• [MATERIAL FOR THIS EXERCISE]
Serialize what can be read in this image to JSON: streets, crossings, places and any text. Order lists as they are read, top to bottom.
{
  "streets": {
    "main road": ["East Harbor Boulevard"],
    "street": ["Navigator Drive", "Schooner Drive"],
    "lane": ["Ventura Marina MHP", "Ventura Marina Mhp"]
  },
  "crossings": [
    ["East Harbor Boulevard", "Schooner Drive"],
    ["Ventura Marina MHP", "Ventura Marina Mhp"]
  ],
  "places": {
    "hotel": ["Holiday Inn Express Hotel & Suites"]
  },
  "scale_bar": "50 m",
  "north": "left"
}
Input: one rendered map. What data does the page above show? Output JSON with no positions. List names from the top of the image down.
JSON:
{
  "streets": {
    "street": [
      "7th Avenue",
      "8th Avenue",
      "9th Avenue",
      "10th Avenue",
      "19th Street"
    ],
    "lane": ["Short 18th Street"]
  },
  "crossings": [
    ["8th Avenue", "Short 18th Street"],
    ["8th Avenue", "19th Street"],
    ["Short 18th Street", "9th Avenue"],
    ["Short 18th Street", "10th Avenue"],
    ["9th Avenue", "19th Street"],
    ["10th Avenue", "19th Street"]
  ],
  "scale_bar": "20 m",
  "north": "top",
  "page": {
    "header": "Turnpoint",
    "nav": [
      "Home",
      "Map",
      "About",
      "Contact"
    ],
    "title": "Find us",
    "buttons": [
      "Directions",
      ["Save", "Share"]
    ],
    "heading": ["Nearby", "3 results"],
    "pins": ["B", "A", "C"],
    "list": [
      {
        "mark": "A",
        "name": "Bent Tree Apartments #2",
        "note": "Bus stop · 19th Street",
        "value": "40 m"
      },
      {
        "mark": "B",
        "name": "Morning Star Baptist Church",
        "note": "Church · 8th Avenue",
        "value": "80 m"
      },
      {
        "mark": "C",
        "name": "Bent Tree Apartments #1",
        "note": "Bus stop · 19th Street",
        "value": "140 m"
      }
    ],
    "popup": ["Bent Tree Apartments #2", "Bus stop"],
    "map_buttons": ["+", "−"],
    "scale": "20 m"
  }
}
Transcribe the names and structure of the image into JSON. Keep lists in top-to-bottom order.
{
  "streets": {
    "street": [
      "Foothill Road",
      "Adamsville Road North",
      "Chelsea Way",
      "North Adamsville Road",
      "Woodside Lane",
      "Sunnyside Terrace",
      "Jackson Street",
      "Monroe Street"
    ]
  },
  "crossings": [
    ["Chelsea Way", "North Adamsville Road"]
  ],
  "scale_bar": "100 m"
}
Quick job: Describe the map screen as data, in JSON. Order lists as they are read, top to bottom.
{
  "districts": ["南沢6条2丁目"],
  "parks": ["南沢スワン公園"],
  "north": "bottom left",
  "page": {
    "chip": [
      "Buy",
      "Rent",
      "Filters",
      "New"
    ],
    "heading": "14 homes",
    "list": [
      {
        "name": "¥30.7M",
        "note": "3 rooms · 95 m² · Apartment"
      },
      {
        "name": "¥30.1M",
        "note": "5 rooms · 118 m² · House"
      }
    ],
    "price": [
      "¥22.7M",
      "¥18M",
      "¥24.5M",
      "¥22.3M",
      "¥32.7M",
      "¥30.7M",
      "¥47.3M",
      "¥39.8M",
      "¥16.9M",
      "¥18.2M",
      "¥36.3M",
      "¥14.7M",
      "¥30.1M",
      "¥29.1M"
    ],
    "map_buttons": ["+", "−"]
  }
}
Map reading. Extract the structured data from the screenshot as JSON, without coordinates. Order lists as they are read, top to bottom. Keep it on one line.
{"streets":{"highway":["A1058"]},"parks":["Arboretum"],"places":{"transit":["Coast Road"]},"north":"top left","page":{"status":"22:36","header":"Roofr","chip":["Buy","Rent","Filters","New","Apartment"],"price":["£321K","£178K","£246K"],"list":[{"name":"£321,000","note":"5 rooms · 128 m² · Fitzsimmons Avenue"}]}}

• [WORK TO COMPLETE] Return the full data, every line of it, with nothing altered.

• [RESULT OF THIS TASK]
Serialize what can be read in this image to JSON: streets, crossings, places and any text. Order lists as they are read, top to bottom.
{
  "streets": {
    "main road": ["East Harbor Boulevard"],
    "street": ["Navigator Drive", "Schooner Drive"],
    "lane": ["Ventura Marina MHP", "Ventura Marina Mhp"]
  },
  "crossings": [
    ["East Harbor Boulevard", "Schooner Drive"],
    ["Ventura Marina MHP", "Ventura Marina Mhp"]
  ],
  "places": {
    "hotel": ["Holiday Inn Express Hotel & Suites"]
  },
  "scale_bar": "50 m",
  "north": "left"
}
Input: one rendered map. What data does the page above show? Output JSON with no positions. List names from the top of the image down.
JSON:
{
  "streets": {
    "street": [
      "7th Avenue",
      "8th Avenue",
      "9th Avenue",
      "10th Avenue",
      "19th Street"
    ],
    "lane": ["Short 18th Street"]
  },
  "crossings": [
    ["8th Avenue", "Short 18th Street"],
    ["8th Avenue", "19th Street"],
    ["Short 18th Street", "9th Avenue"],
    ["Short 18th Street", "10th Avenue"],
    ["9th Avenue", "19th Street"],
    ["10th Avenue", "19th Street"]
  ],
  "scale_bar": "20 m",
  "north": "top",
  "page": {
    "header": "Turnpoint",
    "nav": [
      "Home",
      "Map",
      "About",
      "Contact"
    ],
    "title": "Find us",
    "buttons": [
      "Directions",
      ["Save", "Share"]
    ],
    "heading": ["Nearby", "3 results"],
    "pins": ["B", "A", "C"],
    "list": [
      {
        "mark": "A",
        "name": "Bent Tree Apartments #2",
        "note": "Bus stop · 19th Street",
        "value": "40 m"
      },
      {
        "mark": "B",
        "name": "Morning Star Baptist Church",
        "note": "Church · 8th Avenue",
        "value": "80 m"
      },
      {
        "mark": "C",
        "name": "Bent Tree Apartments #1",
        "note": "Bus stop · 19th Street",
        "value": "140 m"
      }
    ],
    "popup": ["Bent Tree Apartments #2", "Bus stop"],
    "map_buttons": ["+", "−"],
    "scale": "20 m"
  }
}
Transcribe the names and structure of the image into JSON. Keep lists in top-to-bottom order.
{
  "streets": {
    "street": [
      "Foothill Road",
      "Adamsville Road North",
      "Chelsea Way",
      "North Adamsville Road",
      "Woodside Lane",
      "Sunnyside Terrace",
      "Jackson Street",
      "Monroe Street"
    ]
  },
  "crossings": [
    ["Chelsea Way", "North Adamsville Road"]
  ],
  "scale_bar": "100 m"
}
Quick job: Describe the map screen as data, in JSON. Order lists as they are read, top to bottom.
{
  "districts": ["南沢6条2丁目"],
  "parks": ["南沢スワン公園"],
  "north": "bottom left",
  "page": {
    "chip": [
      "Buy",
      "Rent",
      "Filters",
      "New"
    ],
    "heading": "14 homes",
    "list": [
      {
        "name": "¥30.7M",
        "note": "3 rooms · 95 m² · Apartment"
      },
      {
        "name": "¥30.1M",
        "note": "5 rooms · 118 m² · House"
      }
    ],
    "price": [
      "¥22.7M",
      "¥18M",
      "¥24.5M",
      "¥22.3M",
      "¥32.7M",
      "¥30.7M",
      "¥47.3M",
      "¥39.8M",
      "¥16.9M",
      "¥18.2M",
      "¥36.3M",
      "¥14.7M",
      "¥30.1M",
      "¥29.1M"
    ],
    "map_buttons": ["+", "−"]
  }
}
Map reading. Extract the structured data from the screenshot as JSON, without coordinates. Order lists as they are read, top to bottom. Keep it on one line.
{"streets":{"highway":["A1058"]},"parks":["Arboretum"],"places":{"transit":["Coast Road"]},"north":"top left","page":{"status":"22:36","header":"Roofr","chip":["Buy","Rent","Filters","New","Apartment"],"price":["£321K","£178K","£246K"],"list":[{"name":"£321,000","note":"5 rooms · 128 m² · Fitzsimmons Avenue"}]}}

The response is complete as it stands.